> What to do
Search the entries for the word "function". Copy every line where it turns up.

Segment Open

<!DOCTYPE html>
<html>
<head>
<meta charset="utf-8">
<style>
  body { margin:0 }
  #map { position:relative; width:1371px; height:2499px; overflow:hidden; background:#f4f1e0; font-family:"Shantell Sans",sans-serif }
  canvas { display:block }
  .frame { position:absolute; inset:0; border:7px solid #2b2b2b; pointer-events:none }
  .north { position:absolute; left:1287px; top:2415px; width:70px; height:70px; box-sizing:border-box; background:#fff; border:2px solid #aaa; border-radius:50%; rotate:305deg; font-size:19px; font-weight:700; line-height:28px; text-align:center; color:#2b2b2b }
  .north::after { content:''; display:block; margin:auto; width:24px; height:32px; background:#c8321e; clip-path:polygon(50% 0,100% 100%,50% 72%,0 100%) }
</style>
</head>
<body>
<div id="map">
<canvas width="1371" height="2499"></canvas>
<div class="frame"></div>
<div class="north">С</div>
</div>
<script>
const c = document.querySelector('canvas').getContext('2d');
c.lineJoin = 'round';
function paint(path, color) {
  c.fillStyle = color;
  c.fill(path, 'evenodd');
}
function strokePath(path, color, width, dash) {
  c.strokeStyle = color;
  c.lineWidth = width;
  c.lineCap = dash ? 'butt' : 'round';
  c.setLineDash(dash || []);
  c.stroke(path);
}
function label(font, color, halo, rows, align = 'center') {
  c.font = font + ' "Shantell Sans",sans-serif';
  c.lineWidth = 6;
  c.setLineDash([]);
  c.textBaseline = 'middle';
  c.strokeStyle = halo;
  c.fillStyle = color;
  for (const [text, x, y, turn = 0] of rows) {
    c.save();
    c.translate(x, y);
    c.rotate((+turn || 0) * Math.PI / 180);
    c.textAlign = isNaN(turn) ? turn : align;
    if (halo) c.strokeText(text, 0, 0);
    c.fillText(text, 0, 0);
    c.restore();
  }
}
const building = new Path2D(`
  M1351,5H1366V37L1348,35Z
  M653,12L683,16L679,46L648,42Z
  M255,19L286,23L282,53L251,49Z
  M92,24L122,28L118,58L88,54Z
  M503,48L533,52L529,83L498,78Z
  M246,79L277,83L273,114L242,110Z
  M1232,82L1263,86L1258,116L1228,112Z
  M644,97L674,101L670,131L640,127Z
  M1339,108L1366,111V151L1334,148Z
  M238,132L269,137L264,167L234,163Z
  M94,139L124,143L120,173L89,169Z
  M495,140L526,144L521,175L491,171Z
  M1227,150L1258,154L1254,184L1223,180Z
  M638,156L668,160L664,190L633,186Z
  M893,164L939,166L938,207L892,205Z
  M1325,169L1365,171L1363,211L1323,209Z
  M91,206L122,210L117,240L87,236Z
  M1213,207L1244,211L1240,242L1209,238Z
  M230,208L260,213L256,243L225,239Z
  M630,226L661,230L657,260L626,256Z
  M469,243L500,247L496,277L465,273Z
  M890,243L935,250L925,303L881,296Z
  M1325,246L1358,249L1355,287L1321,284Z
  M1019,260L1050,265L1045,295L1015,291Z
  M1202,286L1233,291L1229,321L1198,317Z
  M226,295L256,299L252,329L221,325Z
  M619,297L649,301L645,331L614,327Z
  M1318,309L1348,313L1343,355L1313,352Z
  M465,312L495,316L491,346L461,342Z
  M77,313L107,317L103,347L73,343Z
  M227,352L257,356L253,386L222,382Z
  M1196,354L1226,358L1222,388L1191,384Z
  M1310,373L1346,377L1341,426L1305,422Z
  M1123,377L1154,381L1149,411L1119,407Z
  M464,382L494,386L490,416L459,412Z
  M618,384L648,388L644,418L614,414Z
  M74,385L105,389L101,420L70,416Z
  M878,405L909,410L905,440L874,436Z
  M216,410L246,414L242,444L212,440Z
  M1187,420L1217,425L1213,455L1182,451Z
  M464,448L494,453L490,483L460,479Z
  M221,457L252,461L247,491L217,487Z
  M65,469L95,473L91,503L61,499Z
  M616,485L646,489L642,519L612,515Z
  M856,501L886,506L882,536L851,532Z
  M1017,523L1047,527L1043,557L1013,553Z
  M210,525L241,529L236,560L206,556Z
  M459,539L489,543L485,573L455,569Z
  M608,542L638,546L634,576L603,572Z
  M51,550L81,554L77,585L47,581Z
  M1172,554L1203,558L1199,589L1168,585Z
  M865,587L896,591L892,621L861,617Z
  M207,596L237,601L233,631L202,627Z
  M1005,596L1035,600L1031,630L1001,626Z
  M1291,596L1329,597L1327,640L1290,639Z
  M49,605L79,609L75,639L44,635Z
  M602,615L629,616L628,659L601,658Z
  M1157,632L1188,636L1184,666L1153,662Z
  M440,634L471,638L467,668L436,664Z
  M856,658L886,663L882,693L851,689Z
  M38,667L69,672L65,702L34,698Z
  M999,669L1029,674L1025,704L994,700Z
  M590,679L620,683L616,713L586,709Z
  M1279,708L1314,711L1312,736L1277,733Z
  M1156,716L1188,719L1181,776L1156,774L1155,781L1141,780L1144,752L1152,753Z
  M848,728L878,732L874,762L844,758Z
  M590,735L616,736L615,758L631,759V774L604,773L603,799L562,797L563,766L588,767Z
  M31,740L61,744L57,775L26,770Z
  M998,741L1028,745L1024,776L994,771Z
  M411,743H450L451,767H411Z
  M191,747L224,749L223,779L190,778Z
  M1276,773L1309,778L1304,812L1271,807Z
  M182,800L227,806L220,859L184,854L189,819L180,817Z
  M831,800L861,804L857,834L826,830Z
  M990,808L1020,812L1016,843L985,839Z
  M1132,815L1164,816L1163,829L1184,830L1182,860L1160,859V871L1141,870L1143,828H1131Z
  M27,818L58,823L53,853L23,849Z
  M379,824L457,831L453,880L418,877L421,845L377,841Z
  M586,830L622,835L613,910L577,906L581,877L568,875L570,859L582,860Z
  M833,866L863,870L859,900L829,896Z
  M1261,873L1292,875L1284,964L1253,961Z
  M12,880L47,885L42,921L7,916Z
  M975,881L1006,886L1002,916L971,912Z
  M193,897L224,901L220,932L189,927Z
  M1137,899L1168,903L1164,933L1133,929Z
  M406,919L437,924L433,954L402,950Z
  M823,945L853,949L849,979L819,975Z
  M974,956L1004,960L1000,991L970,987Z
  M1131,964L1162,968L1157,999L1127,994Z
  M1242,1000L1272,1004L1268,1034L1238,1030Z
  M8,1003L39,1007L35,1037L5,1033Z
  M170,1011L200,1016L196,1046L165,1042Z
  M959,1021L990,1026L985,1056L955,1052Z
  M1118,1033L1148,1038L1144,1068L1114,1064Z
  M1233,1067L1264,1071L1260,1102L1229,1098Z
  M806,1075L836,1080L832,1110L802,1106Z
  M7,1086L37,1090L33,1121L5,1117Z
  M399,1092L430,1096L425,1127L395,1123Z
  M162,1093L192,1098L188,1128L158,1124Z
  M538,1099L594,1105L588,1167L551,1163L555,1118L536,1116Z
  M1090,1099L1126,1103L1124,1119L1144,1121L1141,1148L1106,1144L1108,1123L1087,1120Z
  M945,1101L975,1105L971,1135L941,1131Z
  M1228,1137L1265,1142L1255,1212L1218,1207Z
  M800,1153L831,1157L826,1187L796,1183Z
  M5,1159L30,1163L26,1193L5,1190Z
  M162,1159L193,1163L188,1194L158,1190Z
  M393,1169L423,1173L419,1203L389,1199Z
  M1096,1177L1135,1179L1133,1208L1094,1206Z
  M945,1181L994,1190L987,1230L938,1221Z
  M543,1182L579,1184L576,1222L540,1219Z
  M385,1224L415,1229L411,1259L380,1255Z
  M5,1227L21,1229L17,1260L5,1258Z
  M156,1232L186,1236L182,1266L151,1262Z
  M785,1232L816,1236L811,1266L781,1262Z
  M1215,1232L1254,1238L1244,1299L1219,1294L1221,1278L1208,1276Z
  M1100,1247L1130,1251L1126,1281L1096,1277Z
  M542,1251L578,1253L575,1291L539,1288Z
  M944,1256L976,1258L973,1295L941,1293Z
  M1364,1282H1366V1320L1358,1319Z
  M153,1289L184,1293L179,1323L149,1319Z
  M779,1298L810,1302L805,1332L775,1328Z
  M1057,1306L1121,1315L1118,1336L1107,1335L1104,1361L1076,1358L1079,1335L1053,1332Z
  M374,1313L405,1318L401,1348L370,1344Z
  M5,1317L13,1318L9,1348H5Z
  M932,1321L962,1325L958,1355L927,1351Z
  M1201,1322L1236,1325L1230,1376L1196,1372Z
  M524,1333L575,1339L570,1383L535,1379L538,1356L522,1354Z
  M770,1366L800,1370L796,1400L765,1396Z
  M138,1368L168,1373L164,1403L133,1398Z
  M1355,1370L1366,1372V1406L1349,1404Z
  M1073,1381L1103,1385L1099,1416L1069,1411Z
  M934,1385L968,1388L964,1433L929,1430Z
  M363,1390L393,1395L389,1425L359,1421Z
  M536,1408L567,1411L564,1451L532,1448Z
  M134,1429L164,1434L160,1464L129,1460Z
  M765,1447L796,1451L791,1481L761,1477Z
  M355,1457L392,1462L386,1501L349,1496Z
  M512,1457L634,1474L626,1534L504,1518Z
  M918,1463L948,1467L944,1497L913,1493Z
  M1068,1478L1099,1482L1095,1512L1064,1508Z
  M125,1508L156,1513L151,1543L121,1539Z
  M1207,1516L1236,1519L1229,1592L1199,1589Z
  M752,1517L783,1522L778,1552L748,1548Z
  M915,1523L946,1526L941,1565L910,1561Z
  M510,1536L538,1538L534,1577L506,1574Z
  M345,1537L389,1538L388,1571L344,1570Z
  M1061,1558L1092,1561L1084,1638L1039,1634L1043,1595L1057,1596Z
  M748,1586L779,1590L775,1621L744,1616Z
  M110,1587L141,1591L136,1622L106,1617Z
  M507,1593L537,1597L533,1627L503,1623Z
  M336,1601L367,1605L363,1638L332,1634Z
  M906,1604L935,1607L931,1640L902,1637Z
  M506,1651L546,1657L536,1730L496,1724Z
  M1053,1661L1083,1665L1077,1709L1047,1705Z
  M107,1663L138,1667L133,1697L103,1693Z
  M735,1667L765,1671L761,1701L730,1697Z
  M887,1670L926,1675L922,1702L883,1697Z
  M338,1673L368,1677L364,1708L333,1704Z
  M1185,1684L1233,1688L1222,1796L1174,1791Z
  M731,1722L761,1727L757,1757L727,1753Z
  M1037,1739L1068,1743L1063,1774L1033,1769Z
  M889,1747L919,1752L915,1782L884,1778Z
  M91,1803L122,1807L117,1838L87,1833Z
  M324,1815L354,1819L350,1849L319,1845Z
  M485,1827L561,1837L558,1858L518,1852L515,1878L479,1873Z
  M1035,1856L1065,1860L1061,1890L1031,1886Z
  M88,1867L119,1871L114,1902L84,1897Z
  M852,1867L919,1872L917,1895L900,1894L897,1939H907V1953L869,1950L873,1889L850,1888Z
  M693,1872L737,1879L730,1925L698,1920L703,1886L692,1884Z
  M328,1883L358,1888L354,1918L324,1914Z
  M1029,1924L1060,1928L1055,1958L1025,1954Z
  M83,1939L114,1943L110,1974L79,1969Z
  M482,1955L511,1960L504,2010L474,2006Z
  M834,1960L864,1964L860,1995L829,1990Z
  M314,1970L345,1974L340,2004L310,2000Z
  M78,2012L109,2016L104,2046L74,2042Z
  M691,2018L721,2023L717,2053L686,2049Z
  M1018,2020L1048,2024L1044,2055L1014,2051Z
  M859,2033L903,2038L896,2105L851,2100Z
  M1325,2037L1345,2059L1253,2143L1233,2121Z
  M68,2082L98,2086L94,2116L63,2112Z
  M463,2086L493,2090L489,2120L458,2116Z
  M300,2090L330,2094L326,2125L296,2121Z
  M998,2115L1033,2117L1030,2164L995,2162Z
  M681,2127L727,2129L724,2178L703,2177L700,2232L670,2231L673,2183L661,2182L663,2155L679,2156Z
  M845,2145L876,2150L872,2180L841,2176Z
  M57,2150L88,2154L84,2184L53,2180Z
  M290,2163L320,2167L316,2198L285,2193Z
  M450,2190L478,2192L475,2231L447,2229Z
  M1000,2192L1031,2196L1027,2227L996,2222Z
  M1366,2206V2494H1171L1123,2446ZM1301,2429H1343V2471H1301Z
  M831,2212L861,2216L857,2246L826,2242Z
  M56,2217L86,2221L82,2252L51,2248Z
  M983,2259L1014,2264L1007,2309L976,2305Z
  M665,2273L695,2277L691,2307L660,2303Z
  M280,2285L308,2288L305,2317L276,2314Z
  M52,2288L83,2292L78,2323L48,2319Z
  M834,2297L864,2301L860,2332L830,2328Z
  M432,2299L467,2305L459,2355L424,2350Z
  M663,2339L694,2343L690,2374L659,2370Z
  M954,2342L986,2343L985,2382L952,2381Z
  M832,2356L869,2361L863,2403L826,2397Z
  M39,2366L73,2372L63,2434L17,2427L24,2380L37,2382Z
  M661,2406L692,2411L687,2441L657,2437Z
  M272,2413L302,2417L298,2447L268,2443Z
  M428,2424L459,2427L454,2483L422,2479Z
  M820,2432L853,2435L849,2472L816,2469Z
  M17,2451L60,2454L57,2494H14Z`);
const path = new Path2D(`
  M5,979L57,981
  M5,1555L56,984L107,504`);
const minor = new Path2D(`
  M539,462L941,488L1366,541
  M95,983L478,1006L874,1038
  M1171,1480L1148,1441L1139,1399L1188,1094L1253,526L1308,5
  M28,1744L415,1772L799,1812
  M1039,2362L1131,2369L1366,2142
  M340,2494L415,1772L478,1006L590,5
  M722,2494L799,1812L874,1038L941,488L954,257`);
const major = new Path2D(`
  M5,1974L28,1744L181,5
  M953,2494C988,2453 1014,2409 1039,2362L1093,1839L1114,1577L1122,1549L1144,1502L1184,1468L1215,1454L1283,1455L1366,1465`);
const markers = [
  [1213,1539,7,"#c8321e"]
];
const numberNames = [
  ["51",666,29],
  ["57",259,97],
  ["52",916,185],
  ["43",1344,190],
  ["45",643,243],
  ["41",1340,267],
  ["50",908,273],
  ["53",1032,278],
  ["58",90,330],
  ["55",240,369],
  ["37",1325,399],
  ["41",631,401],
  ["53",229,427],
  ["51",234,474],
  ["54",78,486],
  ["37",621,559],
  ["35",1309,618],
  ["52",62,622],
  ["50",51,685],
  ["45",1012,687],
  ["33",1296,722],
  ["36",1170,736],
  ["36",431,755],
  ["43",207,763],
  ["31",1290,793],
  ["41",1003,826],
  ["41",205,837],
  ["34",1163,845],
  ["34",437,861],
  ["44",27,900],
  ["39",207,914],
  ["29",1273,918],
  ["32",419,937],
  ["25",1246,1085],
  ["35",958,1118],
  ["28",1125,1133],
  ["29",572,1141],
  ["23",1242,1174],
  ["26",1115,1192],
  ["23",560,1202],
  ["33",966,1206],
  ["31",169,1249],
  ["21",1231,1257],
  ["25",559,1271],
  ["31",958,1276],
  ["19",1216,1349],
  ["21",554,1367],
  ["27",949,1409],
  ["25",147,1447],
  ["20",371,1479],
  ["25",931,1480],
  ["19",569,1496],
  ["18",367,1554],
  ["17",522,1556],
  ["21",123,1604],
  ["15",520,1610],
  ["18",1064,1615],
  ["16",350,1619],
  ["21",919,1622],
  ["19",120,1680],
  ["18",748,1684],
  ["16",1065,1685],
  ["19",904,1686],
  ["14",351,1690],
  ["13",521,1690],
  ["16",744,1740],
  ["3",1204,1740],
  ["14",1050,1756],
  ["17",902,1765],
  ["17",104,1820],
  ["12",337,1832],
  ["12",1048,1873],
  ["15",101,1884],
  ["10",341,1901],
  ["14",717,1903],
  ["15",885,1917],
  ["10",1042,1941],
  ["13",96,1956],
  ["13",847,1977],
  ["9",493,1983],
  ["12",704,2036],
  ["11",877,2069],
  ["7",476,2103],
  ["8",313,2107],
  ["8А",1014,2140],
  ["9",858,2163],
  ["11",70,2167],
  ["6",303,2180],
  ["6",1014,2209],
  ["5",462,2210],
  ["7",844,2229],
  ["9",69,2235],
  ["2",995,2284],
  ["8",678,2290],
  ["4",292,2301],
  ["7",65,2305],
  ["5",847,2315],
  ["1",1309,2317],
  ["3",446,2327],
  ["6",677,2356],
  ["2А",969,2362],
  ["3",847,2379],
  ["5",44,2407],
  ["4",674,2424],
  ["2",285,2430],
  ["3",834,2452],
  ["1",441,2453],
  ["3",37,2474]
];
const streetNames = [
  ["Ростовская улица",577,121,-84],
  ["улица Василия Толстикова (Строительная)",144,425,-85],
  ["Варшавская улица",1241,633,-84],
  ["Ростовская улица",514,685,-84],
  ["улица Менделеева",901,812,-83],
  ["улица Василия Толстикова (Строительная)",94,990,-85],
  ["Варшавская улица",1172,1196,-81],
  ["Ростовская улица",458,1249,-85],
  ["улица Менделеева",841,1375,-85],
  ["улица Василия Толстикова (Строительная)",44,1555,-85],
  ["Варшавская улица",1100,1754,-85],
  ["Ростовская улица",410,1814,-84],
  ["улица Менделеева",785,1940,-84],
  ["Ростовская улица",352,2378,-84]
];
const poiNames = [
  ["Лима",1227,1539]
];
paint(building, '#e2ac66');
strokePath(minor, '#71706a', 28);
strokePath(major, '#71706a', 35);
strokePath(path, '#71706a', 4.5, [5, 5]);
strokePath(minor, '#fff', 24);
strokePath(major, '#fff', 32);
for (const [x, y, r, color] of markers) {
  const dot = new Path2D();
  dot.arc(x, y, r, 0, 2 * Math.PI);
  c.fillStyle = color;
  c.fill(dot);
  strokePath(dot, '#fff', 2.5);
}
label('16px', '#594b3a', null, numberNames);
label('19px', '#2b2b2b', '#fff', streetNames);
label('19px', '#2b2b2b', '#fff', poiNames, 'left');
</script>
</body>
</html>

Segment Closed

> Response box
function paint(path, color) {
function strokePath(path, color, width, dash) {
function label(font, color, halo, rows, align = 'center') {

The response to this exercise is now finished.